Assignment ::
Transcribe exactly the lines that fall between the one holding "height:5px; margin:-2.5px; padding:0" and the one holding "height:3px; margin-top:-1.5px; transform-origin:0;", inclusive, from the entries below.
START Input records
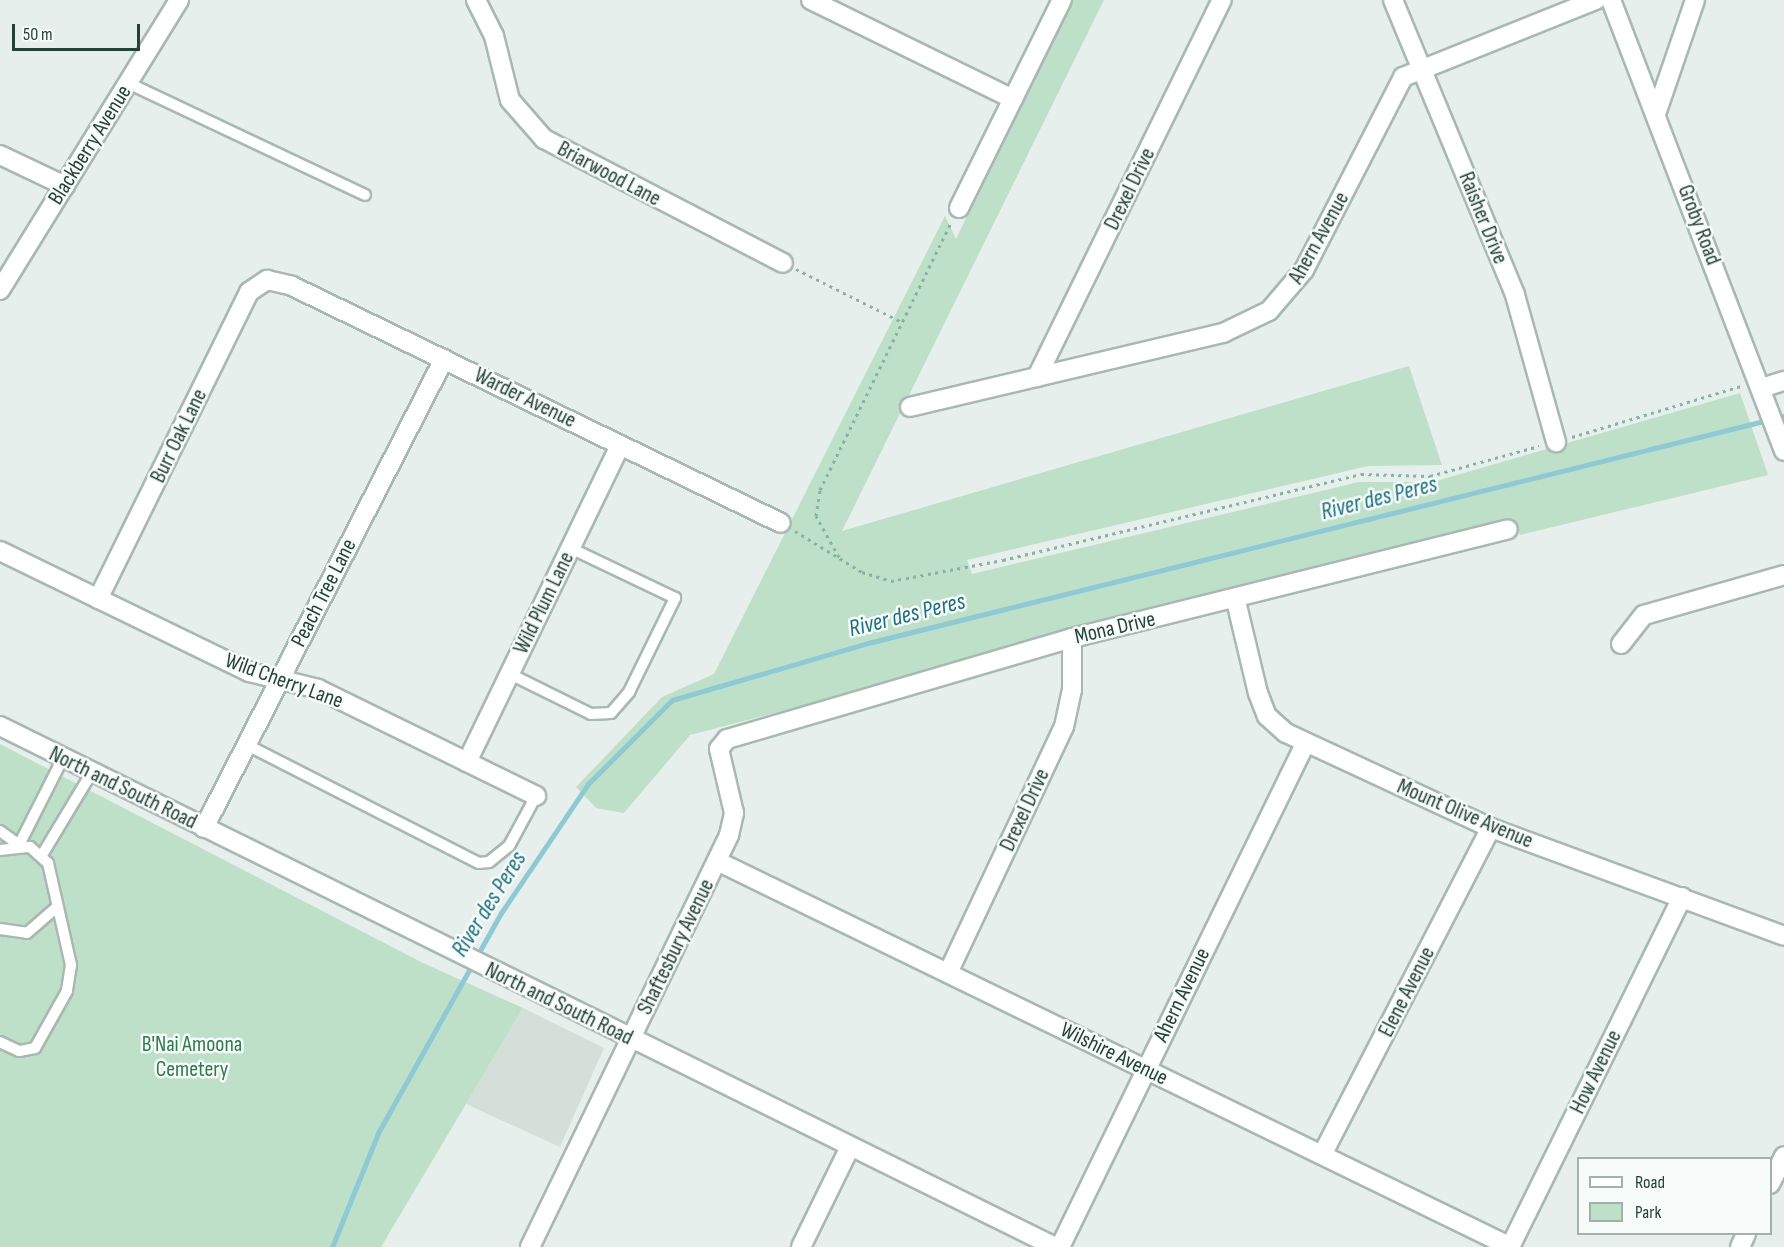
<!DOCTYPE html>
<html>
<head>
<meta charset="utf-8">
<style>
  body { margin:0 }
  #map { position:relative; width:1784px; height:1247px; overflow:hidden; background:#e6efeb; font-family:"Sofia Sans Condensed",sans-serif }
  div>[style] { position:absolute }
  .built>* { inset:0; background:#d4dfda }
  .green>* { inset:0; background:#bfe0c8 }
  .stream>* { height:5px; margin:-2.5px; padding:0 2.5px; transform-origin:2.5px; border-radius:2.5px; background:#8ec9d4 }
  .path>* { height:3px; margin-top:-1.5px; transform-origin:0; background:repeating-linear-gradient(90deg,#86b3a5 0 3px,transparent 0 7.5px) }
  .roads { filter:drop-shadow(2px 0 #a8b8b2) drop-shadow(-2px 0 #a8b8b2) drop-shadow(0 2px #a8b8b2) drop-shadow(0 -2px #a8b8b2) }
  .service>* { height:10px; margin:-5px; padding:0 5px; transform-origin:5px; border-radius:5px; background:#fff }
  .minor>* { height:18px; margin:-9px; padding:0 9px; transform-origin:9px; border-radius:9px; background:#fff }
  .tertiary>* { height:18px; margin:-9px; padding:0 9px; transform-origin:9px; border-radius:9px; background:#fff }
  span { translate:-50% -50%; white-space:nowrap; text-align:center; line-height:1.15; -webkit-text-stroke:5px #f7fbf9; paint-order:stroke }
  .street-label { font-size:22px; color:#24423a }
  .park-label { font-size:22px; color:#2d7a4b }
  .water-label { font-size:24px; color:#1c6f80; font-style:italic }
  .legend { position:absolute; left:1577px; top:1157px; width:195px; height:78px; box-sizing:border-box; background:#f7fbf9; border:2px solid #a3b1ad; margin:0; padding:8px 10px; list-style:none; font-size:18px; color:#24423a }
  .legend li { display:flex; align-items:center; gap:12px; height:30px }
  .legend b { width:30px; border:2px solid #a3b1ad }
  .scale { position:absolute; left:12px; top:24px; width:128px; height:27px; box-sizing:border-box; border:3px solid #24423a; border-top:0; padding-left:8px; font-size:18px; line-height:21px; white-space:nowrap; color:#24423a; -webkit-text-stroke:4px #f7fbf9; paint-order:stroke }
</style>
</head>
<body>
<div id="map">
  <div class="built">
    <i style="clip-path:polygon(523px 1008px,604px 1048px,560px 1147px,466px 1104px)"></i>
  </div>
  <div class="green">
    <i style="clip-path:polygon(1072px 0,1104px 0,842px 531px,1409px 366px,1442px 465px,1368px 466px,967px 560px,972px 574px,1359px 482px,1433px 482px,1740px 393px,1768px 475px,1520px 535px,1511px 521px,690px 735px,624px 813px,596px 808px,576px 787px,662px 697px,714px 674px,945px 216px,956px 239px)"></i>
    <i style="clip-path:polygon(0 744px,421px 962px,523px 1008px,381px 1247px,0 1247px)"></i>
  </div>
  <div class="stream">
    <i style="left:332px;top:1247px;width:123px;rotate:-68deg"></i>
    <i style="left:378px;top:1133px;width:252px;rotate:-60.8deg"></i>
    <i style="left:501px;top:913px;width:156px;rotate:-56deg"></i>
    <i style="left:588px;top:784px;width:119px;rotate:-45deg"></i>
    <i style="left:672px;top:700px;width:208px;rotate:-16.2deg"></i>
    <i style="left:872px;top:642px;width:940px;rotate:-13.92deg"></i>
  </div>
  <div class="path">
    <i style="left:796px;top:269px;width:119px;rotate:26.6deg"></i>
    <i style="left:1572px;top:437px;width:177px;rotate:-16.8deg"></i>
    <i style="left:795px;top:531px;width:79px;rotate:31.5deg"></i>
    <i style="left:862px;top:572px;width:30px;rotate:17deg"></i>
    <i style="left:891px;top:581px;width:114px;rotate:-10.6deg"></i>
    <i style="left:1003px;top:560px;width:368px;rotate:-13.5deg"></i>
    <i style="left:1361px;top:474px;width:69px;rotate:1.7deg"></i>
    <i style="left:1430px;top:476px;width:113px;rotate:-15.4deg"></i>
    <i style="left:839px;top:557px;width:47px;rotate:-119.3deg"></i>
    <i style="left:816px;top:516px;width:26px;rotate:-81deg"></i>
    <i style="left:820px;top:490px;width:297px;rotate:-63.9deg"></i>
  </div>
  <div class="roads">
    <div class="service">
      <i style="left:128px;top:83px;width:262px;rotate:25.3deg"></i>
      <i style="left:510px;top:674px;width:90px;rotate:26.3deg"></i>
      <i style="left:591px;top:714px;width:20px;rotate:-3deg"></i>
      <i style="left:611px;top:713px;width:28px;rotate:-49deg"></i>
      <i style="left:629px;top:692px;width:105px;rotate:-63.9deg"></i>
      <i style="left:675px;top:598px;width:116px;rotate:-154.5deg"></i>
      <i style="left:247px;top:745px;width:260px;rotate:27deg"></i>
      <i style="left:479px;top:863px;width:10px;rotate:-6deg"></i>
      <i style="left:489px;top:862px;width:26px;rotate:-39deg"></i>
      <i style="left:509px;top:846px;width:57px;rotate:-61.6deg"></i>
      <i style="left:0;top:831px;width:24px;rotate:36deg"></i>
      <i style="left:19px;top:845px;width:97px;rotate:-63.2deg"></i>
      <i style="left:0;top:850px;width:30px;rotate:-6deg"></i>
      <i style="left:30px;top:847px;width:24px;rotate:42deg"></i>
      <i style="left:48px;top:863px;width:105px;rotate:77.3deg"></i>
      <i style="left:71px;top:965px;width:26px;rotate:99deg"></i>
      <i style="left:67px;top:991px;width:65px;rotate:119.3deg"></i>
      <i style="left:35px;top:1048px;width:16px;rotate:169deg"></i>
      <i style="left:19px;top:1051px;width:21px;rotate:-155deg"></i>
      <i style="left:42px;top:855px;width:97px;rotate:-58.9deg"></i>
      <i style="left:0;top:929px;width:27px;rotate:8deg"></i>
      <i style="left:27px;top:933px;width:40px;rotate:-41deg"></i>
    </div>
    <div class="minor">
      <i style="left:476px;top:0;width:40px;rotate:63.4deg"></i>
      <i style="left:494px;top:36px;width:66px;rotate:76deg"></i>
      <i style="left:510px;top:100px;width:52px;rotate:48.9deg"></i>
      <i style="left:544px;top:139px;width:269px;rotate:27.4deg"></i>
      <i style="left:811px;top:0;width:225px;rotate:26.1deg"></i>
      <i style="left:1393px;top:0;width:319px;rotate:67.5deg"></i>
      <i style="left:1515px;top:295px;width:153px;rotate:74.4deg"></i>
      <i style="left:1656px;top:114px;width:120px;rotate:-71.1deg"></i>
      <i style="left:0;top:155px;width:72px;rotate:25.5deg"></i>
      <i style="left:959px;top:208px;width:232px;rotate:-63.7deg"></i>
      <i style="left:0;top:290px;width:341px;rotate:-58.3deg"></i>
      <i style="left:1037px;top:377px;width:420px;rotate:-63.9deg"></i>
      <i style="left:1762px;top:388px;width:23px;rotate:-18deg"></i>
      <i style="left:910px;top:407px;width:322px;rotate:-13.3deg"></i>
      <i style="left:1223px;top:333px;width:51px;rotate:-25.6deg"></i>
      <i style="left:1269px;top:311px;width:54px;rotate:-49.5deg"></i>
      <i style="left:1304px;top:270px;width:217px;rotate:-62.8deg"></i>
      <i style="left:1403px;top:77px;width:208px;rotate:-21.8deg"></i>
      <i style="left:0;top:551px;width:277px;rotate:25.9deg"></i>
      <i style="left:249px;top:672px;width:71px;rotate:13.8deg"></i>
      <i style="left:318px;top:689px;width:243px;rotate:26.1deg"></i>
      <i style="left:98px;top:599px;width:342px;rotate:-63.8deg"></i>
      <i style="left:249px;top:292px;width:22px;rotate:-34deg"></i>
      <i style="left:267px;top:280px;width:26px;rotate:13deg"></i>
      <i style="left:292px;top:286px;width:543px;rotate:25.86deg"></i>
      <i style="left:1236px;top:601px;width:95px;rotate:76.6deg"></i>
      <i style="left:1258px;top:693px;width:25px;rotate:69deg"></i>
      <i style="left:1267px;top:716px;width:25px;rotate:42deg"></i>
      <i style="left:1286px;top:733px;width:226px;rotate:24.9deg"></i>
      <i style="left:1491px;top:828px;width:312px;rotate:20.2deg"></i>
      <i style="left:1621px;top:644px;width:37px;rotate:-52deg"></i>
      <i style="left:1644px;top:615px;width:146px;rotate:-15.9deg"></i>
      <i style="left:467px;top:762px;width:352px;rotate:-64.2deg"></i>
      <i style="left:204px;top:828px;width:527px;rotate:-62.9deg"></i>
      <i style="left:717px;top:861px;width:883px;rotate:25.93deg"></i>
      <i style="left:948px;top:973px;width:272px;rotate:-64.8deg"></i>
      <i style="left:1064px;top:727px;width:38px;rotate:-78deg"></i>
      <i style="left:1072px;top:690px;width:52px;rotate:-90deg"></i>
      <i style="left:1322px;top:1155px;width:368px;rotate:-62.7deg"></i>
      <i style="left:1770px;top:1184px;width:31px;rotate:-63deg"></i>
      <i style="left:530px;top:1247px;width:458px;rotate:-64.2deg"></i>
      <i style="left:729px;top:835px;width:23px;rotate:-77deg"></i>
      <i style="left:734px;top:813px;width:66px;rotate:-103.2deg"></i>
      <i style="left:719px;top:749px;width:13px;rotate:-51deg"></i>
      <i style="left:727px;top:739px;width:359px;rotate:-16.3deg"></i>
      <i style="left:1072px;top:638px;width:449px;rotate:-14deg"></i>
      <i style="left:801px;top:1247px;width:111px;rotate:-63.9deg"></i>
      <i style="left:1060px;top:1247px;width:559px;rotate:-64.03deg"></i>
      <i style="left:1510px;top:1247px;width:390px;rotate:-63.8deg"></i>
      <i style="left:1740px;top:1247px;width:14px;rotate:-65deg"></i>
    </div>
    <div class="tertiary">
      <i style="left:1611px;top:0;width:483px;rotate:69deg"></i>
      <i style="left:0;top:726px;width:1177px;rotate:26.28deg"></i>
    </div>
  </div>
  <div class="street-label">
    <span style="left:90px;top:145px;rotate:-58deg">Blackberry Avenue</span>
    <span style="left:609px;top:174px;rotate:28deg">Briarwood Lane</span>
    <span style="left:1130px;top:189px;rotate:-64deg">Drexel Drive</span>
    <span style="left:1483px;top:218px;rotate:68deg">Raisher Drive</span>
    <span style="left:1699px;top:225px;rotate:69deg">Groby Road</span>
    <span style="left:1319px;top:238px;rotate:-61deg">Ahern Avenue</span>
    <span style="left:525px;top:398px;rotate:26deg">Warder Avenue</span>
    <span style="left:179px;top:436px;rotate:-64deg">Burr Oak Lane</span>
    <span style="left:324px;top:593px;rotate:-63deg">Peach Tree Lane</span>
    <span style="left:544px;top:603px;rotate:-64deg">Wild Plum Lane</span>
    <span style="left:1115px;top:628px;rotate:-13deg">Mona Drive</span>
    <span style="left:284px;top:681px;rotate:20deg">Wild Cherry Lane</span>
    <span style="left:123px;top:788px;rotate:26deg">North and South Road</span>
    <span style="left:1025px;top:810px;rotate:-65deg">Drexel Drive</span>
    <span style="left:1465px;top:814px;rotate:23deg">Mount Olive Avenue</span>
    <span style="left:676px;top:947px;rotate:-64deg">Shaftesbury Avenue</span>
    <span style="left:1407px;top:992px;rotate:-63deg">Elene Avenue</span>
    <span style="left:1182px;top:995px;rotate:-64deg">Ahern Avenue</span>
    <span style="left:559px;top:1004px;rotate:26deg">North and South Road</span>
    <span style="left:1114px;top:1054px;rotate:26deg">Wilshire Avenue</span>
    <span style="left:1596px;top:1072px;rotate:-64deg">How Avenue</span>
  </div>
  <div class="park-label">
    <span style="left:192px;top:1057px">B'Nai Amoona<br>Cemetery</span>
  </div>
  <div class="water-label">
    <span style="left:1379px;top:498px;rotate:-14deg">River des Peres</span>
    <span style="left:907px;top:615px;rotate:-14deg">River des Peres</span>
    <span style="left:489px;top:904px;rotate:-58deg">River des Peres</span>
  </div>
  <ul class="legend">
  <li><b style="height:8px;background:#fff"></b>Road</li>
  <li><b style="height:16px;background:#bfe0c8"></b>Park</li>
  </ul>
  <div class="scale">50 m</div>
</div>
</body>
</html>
END Input records
Task output ::
  .stream>* { height:5px; margin:-2.5px; padding:0 2.5px; transform-origin:2.5px; border-radius:2.5px; background:#8ec9d4 }
  .path>* { height:3px; margin-top:-1.5px; transform-origin:0; background:repeating-linear-gradient(90deg,#86b3a5 0 3px,transparent 0 7.5px) }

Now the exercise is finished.